Your assignment - The lines from the start of the records through the one containing "filter:drop-shadow(2px 0 #633e45)" are to be transcribed exactly, and nothing else.

Collected data entries -
_ _ _ _ _ _ _

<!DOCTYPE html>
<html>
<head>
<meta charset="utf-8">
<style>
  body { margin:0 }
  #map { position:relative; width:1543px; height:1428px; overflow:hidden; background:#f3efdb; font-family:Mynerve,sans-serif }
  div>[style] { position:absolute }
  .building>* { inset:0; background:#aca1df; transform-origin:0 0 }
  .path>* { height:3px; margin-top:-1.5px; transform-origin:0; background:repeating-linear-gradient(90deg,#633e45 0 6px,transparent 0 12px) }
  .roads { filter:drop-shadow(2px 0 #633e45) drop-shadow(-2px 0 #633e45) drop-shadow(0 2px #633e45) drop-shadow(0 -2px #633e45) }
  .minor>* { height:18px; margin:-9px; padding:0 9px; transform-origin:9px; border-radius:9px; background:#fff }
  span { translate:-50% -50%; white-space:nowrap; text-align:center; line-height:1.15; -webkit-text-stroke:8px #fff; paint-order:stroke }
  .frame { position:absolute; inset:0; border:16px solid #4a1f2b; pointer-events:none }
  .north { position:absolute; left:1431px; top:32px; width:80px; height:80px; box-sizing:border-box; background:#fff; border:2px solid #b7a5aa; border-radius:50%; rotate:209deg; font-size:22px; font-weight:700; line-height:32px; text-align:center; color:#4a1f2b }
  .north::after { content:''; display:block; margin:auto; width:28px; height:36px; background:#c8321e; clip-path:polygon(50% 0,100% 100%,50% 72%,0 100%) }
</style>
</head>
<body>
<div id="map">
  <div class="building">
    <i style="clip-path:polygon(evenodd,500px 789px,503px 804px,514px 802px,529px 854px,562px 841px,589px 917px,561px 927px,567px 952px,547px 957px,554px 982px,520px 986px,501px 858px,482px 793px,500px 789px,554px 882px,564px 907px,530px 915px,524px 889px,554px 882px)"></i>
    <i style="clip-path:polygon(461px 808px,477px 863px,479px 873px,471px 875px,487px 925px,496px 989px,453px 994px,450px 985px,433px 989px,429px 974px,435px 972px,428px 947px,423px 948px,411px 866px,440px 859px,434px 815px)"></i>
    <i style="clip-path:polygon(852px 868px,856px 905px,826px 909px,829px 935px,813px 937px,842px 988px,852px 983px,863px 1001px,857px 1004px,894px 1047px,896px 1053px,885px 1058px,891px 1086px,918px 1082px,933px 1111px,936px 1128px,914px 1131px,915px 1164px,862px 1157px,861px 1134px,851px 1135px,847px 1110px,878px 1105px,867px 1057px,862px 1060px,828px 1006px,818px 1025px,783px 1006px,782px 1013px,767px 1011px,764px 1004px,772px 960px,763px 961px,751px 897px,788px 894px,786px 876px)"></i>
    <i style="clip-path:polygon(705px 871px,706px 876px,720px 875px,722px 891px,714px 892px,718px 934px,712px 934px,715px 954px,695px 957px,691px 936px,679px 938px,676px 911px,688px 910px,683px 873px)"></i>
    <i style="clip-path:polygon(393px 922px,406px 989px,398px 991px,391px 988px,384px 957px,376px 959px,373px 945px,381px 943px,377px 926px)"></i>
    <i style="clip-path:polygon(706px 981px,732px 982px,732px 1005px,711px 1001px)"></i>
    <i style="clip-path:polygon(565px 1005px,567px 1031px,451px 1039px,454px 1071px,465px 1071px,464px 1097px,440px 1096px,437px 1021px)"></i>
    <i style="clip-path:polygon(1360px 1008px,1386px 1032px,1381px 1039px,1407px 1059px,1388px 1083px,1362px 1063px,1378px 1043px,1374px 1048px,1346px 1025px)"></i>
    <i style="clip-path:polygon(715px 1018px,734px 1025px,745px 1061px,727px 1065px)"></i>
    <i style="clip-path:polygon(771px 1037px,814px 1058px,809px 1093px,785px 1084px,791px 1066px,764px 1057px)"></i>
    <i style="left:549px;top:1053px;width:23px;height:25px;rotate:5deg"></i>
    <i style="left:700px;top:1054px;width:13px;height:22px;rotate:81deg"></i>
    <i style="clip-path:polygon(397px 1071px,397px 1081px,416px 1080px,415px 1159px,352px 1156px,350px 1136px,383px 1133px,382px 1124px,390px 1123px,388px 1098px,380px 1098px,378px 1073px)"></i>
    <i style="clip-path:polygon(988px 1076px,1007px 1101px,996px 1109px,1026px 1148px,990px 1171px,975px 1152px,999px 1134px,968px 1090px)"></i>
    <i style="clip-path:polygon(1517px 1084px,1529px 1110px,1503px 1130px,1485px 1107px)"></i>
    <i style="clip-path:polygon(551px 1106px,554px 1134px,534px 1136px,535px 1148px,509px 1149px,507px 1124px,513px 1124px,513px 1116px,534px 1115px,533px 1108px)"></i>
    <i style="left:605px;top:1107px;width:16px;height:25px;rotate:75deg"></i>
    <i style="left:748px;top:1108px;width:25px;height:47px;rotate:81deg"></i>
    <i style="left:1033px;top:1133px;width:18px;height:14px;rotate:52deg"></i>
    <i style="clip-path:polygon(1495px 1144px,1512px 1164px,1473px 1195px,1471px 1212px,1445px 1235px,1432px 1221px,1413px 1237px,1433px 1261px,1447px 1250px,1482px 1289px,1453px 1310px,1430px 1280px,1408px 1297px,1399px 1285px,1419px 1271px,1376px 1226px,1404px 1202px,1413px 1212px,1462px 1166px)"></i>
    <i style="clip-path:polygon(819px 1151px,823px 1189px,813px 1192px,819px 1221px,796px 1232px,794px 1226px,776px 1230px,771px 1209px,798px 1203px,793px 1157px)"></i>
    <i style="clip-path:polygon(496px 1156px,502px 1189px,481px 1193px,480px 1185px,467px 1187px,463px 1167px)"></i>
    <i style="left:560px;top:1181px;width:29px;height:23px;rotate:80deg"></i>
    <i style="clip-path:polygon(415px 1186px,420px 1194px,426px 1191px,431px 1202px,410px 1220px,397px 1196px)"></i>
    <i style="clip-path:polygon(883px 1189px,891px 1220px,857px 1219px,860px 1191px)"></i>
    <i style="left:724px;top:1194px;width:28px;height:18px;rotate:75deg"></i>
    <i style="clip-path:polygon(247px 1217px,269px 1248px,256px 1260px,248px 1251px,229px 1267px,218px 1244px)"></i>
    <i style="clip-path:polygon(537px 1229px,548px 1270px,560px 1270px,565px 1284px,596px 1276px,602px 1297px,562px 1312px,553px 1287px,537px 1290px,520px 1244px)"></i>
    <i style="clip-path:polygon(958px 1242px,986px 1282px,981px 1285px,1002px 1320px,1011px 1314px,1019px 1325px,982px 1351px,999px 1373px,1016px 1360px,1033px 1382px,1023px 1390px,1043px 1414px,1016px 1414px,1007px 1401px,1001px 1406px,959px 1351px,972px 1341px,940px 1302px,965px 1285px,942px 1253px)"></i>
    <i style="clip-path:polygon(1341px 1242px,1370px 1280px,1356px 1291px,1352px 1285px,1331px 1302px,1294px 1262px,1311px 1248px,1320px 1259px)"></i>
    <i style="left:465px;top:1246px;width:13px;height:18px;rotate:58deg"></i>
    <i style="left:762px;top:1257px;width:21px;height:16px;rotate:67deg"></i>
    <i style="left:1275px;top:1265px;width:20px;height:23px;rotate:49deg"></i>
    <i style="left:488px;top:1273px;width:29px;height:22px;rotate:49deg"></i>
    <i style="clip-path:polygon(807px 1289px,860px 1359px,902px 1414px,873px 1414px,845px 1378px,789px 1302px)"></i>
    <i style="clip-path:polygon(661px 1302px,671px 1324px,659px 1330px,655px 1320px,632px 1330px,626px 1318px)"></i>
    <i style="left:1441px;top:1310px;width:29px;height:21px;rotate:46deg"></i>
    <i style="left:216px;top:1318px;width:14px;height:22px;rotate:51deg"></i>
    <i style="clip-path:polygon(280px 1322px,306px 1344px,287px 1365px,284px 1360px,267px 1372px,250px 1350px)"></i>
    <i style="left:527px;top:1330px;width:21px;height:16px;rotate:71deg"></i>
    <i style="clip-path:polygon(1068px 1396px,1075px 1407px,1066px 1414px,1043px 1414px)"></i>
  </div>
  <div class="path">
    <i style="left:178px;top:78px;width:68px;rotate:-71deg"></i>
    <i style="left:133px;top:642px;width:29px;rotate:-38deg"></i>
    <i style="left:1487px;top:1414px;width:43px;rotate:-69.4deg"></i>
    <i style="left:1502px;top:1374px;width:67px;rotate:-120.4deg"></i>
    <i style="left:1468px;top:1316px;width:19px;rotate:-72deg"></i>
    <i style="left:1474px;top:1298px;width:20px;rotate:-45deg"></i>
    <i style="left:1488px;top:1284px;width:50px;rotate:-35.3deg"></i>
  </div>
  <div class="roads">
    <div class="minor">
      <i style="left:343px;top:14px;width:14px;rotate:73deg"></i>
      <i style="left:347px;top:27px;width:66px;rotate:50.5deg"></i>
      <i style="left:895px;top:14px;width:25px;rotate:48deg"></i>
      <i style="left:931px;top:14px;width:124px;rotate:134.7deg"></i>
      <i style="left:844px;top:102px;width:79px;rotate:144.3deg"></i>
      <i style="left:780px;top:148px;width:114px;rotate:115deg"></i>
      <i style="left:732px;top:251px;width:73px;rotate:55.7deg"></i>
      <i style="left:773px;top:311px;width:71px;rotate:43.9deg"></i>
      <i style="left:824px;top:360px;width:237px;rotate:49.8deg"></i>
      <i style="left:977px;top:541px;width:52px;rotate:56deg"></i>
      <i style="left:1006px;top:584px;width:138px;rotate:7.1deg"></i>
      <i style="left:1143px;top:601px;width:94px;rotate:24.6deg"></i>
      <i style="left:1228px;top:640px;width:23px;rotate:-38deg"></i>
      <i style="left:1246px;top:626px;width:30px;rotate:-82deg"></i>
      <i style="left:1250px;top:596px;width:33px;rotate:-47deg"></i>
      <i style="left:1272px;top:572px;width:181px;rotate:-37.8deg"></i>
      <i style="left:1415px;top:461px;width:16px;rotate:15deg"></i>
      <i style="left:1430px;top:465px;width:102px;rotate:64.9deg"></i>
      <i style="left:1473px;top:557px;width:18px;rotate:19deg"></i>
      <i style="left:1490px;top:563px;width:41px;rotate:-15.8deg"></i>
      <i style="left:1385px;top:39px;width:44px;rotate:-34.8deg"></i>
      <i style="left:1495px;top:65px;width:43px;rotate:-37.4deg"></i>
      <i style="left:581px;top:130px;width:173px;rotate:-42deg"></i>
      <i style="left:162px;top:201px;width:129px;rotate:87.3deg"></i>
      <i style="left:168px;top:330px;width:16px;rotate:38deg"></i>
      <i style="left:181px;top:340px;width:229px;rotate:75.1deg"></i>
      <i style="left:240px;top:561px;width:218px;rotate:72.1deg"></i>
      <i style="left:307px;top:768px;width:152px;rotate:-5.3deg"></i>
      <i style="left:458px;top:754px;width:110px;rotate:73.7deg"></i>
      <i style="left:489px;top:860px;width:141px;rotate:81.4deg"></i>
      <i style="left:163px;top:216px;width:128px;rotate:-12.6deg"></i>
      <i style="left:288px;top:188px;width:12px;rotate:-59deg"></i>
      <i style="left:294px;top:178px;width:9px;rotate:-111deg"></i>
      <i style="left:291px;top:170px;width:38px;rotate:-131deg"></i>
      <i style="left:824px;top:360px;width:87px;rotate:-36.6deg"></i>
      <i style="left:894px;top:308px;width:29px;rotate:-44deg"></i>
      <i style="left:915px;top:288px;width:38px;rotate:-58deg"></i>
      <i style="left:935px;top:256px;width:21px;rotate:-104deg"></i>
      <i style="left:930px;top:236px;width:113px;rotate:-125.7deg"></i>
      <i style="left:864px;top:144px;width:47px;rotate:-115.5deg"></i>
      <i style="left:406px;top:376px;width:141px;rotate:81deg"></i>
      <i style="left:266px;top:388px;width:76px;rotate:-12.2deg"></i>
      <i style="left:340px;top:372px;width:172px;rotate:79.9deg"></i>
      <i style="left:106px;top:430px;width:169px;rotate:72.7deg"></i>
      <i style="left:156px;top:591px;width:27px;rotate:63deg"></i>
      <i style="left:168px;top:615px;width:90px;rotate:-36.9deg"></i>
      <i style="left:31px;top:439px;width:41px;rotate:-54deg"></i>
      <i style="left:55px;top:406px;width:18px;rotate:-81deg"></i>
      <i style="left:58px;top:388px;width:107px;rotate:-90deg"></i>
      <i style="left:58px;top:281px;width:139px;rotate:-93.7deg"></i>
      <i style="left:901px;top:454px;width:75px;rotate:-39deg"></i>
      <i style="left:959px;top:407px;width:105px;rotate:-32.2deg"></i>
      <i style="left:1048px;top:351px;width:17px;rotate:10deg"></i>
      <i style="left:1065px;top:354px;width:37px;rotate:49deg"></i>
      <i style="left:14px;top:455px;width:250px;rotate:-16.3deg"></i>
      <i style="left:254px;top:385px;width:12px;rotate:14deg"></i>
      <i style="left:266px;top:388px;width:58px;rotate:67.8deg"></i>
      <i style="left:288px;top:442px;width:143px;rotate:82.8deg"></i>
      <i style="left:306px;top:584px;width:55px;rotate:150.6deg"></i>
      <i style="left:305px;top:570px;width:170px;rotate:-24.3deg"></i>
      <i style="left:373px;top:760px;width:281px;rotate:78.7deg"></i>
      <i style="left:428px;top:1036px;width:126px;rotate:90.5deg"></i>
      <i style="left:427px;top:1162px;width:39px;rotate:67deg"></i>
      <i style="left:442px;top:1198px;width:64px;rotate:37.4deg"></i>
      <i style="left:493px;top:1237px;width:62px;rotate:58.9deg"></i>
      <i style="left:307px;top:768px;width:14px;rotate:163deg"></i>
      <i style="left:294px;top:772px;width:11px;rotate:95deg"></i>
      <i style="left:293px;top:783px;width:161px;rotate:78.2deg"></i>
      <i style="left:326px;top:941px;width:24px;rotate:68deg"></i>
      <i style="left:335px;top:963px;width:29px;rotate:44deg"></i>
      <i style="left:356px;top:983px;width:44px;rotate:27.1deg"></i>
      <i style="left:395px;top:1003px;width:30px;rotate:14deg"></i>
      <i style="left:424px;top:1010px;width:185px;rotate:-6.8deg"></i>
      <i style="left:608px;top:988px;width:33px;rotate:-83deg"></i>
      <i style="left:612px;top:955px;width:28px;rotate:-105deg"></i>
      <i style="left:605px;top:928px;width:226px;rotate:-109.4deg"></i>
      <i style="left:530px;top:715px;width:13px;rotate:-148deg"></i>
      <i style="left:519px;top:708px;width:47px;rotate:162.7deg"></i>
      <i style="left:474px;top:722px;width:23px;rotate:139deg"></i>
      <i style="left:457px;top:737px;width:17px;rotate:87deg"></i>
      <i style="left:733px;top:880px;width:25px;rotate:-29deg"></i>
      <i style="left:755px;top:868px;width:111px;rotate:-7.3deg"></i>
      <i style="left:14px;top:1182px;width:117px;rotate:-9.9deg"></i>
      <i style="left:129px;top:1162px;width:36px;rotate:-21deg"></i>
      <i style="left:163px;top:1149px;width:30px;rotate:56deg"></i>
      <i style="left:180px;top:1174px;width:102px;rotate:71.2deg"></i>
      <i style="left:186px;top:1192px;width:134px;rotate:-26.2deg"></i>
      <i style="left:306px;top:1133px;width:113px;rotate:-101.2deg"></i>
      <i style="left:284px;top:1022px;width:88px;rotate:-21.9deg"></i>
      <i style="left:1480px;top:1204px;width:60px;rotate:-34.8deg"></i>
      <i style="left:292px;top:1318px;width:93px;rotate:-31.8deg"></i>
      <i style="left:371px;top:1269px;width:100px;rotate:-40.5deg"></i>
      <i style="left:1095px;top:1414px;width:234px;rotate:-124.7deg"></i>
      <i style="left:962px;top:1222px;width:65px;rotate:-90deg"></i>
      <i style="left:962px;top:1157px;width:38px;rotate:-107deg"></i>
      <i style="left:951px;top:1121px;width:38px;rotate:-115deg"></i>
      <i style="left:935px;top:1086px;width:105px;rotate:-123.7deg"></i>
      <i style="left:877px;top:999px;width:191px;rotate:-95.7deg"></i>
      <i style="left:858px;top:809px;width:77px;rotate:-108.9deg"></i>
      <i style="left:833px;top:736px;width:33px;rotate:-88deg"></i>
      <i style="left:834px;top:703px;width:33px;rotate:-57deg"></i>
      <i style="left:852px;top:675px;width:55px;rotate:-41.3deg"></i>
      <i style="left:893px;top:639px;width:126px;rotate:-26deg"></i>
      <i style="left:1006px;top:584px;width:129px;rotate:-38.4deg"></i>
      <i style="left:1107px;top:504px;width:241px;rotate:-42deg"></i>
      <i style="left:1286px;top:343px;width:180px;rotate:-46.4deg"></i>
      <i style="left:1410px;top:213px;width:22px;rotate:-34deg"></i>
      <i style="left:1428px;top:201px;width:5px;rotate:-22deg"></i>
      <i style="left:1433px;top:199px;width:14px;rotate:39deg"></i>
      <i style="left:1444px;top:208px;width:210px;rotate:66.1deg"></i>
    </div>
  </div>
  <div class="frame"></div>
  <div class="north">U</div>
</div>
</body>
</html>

_ _ _ _ _ _ _

Result of this task -
<!DOCTYPE html>
<html>
<head>
<meta charset="utf-8">
<style>
  body { margin:0 }
  #map { position:relative; width:1543px; height:1428px; overflow:hidden; background:#f3efdb; font-family:Mynerve,sans-serif }
  div>[style] { position:absolute }
  .building>* { inset:0; background:#aca1df; transform-origin:0 0 }
  .path>* { height:3px; margin-top:-1.5px; transform-origin:0; background:repeating-linear-gradient(90deg,#633e45 0 6px,transparent 0 12px) }
  .roads { filter:drop-shadow(2px 0 #633e45) drop-shadow(-2px 0 #633e45) drop-shadow(0 2px #633e45) drop-shadow(0 -2px #633e45) }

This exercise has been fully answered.